▶ Task details:
Nothing in the listing should be dropped or altered when it is copied.

▶ Records supplied:
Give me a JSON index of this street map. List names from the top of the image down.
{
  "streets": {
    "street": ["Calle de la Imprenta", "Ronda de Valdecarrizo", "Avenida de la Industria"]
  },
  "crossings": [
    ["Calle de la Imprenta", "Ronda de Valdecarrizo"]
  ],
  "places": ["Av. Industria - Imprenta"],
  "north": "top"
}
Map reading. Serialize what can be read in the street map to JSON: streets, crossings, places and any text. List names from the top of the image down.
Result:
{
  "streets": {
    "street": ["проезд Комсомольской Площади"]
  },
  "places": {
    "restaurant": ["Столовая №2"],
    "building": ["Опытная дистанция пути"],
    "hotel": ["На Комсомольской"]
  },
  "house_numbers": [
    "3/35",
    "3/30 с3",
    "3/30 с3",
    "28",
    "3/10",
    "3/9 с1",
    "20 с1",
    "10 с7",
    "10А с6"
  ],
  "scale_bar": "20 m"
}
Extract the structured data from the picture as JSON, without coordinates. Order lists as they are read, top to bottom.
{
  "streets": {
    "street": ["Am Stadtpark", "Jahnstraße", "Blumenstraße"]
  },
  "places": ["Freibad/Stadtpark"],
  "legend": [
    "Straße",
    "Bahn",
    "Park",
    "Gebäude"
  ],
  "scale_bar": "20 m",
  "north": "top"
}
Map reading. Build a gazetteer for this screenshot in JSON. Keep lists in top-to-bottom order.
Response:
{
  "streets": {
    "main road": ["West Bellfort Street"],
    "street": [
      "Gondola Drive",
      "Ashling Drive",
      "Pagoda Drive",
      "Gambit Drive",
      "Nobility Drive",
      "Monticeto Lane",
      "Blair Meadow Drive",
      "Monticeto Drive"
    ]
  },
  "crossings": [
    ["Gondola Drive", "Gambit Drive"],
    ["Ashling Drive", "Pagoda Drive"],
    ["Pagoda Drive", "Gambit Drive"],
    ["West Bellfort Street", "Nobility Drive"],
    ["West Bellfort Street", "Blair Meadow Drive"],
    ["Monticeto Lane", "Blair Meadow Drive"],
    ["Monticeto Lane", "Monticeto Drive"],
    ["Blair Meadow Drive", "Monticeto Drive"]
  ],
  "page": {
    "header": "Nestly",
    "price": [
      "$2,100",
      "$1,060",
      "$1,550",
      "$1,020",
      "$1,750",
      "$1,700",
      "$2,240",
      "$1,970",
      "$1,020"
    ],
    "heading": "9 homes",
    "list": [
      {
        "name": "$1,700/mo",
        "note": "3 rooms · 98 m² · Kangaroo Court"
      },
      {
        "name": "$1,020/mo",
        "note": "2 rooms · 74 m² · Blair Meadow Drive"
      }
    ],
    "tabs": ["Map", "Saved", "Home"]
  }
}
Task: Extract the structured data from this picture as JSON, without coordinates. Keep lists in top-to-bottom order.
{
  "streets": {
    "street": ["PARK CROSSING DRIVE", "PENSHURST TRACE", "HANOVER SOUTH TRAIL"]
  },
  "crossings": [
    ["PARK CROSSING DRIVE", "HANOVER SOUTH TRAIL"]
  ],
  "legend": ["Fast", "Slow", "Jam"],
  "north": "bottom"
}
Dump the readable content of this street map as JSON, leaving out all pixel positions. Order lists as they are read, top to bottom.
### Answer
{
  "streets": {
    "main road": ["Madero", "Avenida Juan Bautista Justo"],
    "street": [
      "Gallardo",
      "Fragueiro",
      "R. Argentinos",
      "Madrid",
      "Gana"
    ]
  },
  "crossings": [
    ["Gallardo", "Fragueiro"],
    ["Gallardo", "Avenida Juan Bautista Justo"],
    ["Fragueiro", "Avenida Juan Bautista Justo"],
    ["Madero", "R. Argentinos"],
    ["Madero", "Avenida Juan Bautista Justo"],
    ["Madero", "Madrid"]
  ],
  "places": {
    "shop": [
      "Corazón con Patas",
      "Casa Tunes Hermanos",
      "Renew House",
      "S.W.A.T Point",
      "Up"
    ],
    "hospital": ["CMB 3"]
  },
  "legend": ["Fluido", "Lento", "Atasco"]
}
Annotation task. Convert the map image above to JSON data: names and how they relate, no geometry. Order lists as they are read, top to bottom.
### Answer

▶ Solution to this task:
Give me a JSON index of this street map. List names from the top of the image down.
{
  "streets": {
    "street": ["Calle de la Imprenta", "Ronda de Valdecarrizo", "Avenida de la Industria"]
  },
  "crossings": [
    ["Calle de la Imprenta", "Ronda de Valdecarrizo"]
  ],
  "places": ["Av. Industria - Imprenta"],
  "north": "top"
}
Map reading. Serialize what can be read in the street map to JSON: streets, crossings, places and any text. List names from the top of the image down.
Result:
{
  "streets": {
    "street": ["проезд Комсомольской Площади"]
  },
  "places": {
    "restaurant": ["Столовая №2"],
    "building": ["Опытная дистанция пути"],
    "hotel": ["На Комсомольской"]
  },
  "house_numbers": [
    "3/35",
    "3/30 с3",
    "3/30 с3",
    "28",
    "3/10",
    "3/9 с1",
    "20 с1",
    "10 с7",
    "10А с6"
  ],
  "scale_bar": "20 m"
}
Extract the structured data from the picture as JSON, without coordinates. Order lists as they are read, top to bottom.
{
  "streets": {
    "street": ["Am Stadtpark", "Jahnstraße", "Blumenstraße"]
  },
  "places": ["Freibad/Stadtpark"],
  "legend": [
    "Straße",
    "Bahn",
    "Park",
    "Gebäude"
  ],
  "scale_bar": "20 m",
  "north": "top"
}
Map reading. Build a gazetteer for this screenshot in JSON. Keep lists in top-to-bottom order.
Response:
{
  "streets": {
    "main road": ["West Bellfort Street"],
    "street": [
      "Gondola Drive",
      "Ashling Drive",
      "Pagoda Drive",
      "Gambit Drive",
      "Nobility Drive",
      "Monticeto Lane",
      "Blair Meadow Drive",
      "Monticeto Drive"
    ]
  },
  "crossings": [
    ["Gondola Drive", "Gambit Drive"],
    ["Ashling Drive", "Pagoda Drive"],
    ["Pagoda Drive", "Gambit Drive"],
    ["West Bellfort Street", "Nobility Drive"],
    ["West Bellfort Street", "Blair Meadow Drive"],
    ["Monticeto Lane", "Blair Meadow Drive"],
    ["Monticeto Lane", "Monticeto Drive"],
    ["Blair Meadow Drive", "Monticeto Drive"]
  ],
  "page": {
    "header": "Nestly",
    "price": [
      "$2,100",
      "$1,060",
      "$1,550",
      "$1,020",
      "$1,750",
      "$1,700",
      "$2,240",
      "$1,970",
      "$1,020"
    ],
    "heading": "9 homes",
    "list": [
      {
        "name": "$1,700/mo",
        "note": "3 rooms · 98 m² · Kangaroo Court"
      },
      {
        "name": "$1,020/mo",
        "note": "2 rooms · 74 m² · Blair Meadow Drive"
      }
    ],
    "tabs": ["Map", "Saved", "Home"]
  }
}
Task: Extract the structured data from this picture as JSON, without coordinates. Keep lists in top-to-bottom order.
{
  "streets": {
    "street": ["PARK CROSSING DRIVE", "PENSHURST TRACE", "HANOVER SOUTH TRAIL"]
  },
  "crossings": [
    ["PARK CROSSING DRIVE", "HANOVER SOUTH TRAIL"]
  ],
  "legend": ["Fast", "Slow", "Jam"],
  "north": "bottom"
}
Dump the readable content of this street map as JSON, leaving out all pixel positions. Order lists as they are read, top to bottom.
### Answer
{
  "streets": {
    "main road": ["Madero", "Avenida Juan Bautista Justo"],
    "street": [
      "Gallardo",
      "Fragueiro",
      "R. Argentinos",
      "Madrid",
      "Gana"
    ]
  },
  "crossings": [
    ["Gallardo", "Fragueiro"],
    ["Gallardo", "Avenida Juan Bautista Justo"],
    ["Fragueiro", "Avenida Juan Bautista Justo"],
    ["Madero", "R. Argentinos"],
    ["Madero", "Avenida Juan Bautista Justo"],
    ["Madero", "Madrid"]
  ],
  "places": {
    "shop": [
      "Corazón con Patas",
      "Casa Tunes Hermanos",
      "Renew House",
      "S.W.A.T Point",
      "Up"
    ],
    "hospital": ["CMB 3"]
  },
  "legend": ["Fluido", "Lento", "Atasco"]
}
Annotation task. Convert the map image above to JSON data: names and how they relate, no geometry. Order lists as they are read, top to bottom.
### Answer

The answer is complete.